Certo, il mondo è un posto complicato, ma lui prova a mettere un po’ di ordine: «Non si possono aprire le porte a tutti. Ci sono i confini e i confini vanno rispettati. I nigeriani vanno aiutati a casa loro che poi è casa mia. Anch’io sogno di portare la mia azienda laggiù».

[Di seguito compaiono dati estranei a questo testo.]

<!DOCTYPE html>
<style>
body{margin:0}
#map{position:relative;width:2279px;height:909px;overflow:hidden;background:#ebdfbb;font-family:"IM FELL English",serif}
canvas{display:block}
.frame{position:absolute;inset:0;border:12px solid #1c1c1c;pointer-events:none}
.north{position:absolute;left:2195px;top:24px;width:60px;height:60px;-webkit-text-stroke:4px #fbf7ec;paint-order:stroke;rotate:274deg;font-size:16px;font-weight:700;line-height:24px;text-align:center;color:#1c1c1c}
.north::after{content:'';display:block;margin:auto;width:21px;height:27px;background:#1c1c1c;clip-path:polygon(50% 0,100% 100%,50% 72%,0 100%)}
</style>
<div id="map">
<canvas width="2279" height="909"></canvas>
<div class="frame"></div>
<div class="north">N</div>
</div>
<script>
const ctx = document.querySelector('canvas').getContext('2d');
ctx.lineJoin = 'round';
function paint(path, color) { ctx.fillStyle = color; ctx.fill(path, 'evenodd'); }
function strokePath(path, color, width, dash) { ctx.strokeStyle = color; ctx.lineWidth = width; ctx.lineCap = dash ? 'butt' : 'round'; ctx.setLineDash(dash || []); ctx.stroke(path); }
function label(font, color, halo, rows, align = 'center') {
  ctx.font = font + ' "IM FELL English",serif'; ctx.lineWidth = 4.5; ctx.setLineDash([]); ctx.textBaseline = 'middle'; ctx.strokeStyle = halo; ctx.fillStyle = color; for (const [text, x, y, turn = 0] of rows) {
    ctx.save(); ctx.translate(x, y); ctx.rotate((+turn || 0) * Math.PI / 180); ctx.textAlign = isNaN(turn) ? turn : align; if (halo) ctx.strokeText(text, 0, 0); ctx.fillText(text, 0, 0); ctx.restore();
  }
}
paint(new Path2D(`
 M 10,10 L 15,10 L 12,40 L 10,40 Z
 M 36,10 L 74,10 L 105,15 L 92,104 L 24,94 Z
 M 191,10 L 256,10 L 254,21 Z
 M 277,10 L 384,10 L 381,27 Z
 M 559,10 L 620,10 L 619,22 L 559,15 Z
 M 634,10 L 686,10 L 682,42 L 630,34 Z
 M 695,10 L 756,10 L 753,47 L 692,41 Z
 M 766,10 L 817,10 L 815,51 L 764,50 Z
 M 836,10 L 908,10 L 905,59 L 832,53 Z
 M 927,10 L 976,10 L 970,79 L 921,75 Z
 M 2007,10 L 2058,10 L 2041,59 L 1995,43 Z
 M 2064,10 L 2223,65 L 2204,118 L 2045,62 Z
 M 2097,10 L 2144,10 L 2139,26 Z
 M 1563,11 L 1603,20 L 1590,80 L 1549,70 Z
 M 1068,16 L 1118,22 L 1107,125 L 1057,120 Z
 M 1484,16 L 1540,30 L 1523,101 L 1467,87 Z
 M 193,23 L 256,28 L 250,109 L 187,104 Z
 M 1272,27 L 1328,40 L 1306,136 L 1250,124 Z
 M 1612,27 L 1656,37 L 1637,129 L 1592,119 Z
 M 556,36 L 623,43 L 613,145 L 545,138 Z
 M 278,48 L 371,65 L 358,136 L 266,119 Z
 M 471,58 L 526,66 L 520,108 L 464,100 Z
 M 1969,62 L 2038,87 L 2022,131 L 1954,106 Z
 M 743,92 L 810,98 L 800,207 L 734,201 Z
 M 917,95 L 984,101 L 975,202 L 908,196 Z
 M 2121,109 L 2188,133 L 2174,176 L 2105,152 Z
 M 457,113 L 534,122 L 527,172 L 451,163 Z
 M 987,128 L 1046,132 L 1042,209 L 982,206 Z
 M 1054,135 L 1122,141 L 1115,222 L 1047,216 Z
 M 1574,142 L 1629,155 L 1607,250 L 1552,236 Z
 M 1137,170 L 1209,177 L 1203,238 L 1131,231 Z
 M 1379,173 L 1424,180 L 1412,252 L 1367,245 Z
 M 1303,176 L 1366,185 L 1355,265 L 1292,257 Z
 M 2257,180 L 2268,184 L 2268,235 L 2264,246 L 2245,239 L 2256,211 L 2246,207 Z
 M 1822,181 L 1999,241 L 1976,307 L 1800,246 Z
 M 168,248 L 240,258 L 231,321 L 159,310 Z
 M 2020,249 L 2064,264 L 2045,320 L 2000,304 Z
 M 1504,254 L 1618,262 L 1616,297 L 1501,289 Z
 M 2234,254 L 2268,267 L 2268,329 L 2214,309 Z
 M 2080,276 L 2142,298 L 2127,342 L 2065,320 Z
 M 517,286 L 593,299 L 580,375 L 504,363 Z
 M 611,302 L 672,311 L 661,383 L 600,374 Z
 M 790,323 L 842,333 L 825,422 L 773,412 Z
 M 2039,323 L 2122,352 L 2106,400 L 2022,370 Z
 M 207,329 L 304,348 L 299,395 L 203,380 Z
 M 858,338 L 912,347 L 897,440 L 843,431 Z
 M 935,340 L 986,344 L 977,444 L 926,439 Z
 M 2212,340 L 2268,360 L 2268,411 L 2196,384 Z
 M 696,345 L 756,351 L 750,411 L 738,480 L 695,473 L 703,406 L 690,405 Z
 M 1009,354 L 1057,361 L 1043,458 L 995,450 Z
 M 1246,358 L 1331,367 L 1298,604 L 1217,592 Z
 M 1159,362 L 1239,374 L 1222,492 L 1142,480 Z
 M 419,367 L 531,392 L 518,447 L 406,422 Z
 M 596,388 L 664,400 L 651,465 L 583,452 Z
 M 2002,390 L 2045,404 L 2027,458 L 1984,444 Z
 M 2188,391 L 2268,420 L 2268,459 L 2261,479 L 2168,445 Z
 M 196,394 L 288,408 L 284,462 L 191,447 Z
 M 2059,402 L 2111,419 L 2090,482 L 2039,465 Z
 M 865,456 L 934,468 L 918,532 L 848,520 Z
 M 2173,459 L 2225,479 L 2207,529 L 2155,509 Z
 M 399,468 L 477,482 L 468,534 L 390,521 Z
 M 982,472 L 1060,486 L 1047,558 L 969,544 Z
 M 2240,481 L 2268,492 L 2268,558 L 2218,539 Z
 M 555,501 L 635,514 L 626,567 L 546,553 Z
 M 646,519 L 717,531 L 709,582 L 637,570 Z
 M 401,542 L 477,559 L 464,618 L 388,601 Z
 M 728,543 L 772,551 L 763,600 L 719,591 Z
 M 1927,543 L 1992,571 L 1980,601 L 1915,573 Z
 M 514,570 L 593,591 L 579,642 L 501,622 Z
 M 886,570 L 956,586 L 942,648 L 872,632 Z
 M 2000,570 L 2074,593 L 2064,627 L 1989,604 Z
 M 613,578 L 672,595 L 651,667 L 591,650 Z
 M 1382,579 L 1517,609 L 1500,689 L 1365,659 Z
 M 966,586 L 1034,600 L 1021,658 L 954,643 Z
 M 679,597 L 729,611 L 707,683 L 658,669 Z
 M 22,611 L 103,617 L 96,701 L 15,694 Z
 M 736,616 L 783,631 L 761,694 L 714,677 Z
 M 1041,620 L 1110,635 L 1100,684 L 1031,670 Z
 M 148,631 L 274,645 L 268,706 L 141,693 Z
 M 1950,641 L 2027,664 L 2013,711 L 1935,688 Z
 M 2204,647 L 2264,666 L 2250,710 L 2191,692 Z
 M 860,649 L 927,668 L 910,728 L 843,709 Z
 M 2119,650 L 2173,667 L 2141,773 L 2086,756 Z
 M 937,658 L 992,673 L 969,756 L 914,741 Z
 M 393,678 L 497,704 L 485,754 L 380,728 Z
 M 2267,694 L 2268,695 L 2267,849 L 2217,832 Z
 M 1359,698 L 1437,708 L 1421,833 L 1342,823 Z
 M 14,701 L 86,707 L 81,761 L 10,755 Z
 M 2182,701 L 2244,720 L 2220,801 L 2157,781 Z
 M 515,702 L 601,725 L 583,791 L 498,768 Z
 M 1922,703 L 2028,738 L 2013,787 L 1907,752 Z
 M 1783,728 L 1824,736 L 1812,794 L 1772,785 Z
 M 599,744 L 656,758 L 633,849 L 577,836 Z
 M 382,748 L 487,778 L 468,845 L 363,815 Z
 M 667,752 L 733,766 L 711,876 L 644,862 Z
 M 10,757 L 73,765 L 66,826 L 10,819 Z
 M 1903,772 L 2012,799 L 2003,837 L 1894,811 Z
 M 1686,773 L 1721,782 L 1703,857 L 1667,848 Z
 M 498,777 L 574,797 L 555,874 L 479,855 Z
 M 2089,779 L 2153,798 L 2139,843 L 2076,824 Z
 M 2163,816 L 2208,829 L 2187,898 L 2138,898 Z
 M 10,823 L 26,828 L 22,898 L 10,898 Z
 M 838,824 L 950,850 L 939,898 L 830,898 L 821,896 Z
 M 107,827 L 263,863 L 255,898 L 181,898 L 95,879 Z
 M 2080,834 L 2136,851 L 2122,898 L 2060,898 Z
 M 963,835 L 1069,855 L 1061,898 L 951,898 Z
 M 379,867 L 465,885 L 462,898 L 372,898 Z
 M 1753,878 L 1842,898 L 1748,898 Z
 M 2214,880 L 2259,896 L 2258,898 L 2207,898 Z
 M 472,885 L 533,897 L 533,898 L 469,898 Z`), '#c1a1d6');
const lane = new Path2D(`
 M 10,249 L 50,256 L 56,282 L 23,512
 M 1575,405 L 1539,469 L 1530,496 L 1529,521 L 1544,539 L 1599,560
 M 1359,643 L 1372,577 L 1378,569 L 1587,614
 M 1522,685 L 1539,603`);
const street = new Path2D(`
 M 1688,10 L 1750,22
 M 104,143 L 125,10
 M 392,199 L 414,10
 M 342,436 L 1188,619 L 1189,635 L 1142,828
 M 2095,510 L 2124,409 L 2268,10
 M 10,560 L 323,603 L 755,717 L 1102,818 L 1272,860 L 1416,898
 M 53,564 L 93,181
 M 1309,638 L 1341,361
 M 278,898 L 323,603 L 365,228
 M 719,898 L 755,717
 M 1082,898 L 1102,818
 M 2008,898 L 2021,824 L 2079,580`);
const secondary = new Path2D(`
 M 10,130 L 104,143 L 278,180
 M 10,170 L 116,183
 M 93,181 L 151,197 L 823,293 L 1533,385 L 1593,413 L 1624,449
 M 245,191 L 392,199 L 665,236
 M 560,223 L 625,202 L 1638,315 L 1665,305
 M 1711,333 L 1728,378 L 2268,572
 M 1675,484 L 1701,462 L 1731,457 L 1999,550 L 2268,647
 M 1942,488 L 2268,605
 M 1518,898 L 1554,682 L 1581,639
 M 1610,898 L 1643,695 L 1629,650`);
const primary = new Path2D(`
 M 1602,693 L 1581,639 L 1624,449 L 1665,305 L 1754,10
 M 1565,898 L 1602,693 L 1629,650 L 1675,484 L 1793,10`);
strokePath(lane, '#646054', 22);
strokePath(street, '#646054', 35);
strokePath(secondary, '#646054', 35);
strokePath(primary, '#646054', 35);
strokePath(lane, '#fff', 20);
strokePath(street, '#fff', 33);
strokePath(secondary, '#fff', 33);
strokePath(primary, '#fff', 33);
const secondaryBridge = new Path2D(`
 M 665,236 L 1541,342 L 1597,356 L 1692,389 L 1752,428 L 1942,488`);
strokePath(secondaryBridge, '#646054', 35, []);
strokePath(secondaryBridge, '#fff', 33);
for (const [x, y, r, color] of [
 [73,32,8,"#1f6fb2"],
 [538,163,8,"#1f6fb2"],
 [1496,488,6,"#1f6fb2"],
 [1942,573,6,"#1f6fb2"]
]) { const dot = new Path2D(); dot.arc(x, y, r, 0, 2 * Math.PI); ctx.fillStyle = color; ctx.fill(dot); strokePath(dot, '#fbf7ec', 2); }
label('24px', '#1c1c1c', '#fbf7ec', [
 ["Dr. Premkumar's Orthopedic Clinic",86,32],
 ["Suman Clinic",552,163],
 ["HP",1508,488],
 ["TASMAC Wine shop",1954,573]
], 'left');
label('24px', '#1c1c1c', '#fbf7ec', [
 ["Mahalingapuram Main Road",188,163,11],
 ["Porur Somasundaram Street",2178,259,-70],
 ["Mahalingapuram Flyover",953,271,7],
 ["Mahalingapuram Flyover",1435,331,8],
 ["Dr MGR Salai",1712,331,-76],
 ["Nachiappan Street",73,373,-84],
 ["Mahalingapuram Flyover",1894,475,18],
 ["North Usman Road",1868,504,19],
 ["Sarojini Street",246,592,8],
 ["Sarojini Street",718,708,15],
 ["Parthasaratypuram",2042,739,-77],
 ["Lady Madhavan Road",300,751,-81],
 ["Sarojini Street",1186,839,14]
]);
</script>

Fa un certo effetto ma Iwobi, dal 2014 addirittura responsabile immigrazione della Lega, non si sposta di un millimetro: «Si è fatto un cancan incredibile sullo ius soli, ma a sproposito. Perché i figli di genitori stranieri devono diventare di colpo italiani? Non va bene. E poi c’è già una legge che funziona perfettamente e che ha permesso a migliaia di ragazzi di diventare italiani a 18 anni. Perché dovremmo modificarla? Tony, che oggi ha la doppia cittadinanza, mette avanti quel concetto: «Assunzione di responsabilità». Per carità: molti sfidano il mare e il deserto perché le pance sono vuote e il lavoro non c’è. Ma lui indica la strada seguita quarantuno anni prima di diventare senatore: «L’integrazione passa per i flussi regolari. Il resto è solo degrado, miseria e, purtroppo, morte».